- [TASK TO CARRY OUT] Search the entries for the string "items" and give the number of lines that hold it, nothing more.

Collected data:
┄┄┄┄┄┄┄┄┄┄
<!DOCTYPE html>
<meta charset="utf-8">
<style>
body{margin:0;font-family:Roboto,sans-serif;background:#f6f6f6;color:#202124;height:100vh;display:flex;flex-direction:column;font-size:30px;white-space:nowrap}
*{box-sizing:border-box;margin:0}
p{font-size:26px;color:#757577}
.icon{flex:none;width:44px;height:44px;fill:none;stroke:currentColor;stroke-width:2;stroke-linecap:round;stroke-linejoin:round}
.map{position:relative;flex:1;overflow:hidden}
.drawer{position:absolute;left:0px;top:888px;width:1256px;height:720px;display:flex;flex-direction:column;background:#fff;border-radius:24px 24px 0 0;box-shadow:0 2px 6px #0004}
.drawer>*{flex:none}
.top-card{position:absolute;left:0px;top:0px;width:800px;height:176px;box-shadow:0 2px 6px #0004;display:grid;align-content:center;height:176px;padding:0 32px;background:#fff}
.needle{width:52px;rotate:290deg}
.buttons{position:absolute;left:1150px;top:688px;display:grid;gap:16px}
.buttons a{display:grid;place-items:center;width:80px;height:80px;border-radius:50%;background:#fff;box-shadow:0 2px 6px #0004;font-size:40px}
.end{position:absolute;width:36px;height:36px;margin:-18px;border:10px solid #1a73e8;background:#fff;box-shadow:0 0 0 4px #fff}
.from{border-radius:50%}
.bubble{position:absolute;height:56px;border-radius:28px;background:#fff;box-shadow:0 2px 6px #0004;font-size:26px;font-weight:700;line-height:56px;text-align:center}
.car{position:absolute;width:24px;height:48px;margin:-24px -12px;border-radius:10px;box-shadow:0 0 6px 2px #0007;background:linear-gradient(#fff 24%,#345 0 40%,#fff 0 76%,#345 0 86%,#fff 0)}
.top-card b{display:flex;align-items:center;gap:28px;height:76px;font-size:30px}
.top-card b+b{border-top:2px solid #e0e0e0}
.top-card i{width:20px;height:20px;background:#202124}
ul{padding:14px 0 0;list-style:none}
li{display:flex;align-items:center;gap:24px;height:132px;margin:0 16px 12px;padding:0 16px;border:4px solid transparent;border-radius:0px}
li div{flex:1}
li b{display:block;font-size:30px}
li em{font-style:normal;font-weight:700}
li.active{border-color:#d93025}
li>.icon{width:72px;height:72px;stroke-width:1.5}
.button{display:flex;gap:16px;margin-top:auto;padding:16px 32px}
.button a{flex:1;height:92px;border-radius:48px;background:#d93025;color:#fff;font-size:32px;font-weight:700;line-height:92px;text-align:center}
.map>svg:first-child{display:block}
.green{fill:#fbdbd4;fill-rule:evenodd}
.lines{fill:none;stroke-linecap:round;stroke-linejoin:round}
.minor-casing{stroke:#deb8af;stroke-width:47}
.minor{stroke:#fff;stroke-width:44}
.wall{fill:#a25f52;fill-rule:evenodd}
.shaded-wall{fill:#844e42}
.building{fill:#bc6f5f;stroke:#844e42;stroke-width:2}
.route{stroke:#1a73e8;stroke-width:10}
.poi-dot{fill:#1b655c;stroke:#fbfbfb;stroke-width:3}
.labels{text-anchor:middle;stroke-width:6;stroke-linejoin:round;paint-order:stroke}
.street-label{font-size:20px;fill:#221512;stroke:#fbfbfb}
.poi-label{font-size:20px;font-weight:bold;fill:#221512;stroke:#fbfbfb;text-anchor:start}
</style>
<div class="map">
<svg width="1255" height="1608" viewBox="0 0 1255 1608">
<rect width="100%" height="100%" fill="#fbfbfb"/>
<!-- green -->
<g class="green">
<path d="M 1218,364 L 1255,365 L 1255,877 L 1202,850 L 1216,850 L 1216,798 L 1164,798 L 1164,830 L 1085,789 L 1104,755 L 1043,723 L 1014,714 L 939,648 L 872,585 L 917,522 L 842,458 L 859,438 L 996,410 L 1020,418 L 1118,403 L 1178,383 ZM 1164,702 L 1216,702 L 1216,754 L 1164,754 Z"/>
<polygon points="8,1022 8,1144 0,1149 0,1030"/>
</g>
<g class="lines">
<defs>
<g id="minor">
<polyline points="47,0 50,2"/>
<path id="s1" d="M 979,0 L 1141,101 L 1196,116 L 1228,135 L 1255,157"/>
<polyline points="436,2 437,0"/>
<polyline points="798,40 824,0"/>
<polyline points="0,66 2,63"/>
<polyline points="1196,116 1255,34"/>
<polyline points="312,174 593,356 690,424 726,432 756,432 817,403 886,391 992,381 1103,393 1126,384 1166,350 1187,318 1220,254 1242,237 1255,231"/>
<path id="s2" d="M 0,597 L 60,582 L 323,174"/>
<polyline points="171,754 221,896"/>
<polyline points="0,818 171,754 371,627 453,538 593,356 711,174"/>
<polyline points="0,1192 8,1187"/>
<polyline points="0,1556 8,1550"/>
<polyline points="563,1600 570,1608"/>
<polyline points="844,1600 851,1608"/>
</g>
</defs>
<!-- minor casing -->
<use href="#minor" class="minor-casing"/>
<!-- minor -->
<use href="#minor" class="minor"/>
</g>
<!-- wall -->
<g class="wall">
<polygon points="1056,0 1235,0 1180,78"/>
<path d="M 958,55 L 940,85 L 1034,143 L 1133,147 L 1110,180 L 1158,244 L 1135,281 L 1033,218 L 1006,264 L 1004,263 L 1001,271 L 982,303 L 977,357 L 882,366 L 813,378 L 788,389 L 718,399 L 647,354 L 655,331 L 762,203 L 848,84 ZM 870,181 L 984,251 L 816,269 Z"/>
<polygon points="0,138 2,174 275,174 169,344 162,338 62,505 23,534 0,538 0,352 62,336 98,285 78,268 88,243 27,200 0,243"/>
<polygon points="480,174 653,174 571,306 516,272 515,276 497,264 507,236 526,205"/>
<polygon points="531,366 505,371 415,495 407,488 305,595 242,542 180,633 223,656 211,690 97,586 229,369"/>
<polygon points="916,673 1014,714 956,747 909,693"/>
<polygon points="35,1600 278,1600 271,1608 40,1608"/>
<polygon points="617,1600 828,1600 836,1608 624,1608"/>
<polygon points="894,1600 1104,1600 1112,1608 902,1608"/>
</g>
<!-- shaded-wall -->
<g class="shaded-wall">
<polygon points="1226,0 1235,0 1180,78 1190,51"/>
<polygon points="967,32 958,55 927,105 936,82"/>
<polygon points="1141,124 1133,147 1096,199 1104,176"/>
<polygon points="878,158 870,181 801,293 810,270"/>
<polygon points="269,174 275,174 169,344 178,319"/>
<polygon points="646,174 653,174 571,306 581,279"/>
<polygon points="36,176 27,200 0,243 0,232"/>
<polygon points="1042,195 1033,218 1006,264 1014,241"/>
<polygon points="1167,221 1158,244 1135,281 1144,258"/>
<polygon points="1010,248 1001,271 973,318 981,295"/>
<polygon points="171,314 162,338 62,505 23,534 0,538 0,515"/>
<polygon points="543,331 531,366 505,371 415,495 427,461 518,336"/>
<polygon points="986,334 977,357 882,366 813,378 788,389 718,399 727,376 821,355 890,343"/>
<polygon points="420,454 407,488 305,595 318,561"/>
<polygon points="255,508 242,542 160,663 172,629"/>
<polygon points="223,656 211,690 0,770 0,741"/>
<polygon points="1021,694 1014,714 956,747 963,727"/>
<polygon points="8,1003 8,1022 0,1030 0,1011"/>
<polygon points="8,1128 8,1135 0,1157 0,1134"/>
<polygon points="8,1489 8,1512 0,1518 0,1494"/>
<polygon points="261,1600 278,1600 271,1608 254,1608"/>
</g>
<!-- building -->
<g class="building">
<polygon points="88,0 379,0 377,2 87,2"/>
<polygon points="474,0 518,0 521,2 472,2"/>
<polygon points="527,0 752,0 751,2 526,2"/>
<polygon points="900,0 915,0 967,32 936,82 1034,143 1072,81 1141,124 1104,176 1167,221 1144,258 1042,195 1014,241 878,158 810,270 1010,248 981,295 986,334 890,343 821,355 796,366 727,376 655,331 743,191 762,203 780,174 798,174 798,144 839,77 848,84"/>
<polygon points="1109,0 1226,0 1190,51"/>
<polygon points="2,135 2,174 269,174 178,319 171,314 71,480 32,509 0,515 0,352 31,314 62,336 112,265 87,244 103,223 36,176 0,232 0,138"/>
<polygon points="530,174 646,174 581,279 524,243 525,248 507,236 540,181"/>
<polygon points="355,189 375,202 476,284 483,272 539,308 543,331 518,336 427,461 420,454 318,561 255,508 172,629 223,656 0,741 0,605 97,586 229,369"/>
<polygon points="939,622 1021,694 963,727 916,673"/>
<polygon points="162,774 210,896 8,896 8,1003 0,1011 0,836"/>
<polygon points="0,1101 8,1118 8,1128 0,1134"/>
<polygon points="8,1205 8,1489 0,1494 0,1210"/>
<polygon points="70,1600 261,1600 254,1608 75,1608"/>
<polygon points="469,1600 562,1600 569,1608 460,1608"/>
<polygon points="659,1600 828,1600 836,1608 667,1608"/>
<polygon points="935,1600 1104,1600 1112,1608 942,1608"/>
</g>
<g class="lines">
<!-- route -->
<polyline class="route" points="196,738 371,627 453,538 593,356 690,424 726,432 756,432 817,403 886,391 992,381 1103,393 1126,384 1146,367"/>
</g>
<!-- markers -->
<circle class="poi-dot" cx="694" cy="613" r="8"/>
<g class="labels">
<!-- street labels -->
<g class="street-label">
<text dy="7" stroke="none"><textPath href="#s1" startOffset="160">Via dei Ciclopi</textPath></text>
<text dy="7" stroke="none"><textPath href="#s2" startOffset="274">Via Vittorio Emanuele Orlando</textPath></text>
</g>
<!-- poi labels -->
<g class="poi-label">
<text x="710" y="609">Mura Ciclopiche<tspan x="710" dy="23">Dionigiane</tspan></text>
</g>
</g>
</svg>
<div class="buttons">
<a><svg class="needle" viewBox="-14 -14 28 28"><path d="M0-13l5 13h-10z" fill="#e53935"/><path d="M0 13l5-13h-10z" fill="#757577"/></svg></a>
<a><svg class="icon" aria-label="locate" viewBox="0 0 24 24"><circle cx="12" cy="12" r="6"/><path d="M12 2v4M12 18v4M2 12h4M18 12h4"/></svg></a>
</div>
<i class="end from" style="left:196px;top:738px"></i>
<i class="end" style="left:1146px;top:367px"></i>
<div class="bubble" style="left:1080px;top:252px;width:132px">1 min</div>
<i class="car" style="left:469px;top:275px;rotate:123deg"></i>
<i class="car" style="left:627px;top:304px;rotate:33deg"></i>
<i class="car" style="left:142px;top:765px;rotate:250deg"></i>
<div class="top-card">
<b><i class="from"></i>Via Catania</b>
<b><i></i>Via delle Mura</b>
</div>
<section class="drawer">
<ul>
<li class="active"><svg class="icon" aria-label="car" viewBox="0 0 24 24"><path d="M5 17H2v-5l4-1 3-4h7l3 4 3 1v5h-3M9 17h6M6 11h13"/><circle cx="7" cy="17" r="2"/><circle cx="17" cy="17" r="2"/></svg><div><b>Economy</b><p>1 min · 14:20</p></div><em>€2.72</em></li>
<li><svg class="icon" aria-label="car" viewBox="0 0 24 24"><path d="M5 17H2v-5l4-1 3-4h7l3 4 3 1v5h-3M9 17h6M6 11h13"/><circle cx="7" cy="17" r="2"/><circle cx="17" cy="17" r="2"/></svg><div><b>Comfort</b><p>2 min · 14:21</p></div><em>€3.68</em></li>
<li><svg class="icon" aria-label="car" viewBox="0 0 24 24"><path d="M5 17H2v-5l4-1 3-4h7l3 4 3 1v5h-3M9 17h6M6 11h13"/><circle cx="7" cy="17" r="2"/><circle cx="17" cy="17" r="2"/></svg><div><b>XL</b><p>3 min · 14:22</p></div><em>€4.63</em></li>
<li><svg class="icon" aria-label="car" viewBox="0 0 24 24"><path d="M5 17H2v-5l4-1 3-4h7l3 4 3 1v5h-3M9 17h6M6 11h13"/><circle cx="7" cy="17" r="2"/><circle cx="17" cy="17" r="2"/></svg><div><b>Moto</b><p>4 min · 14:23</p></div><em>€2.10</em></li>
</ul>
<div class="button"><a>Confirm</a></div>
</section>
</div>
┄┄┄┄┄┄┄┄┄┄
- [EXERCISE OUTPUT] 3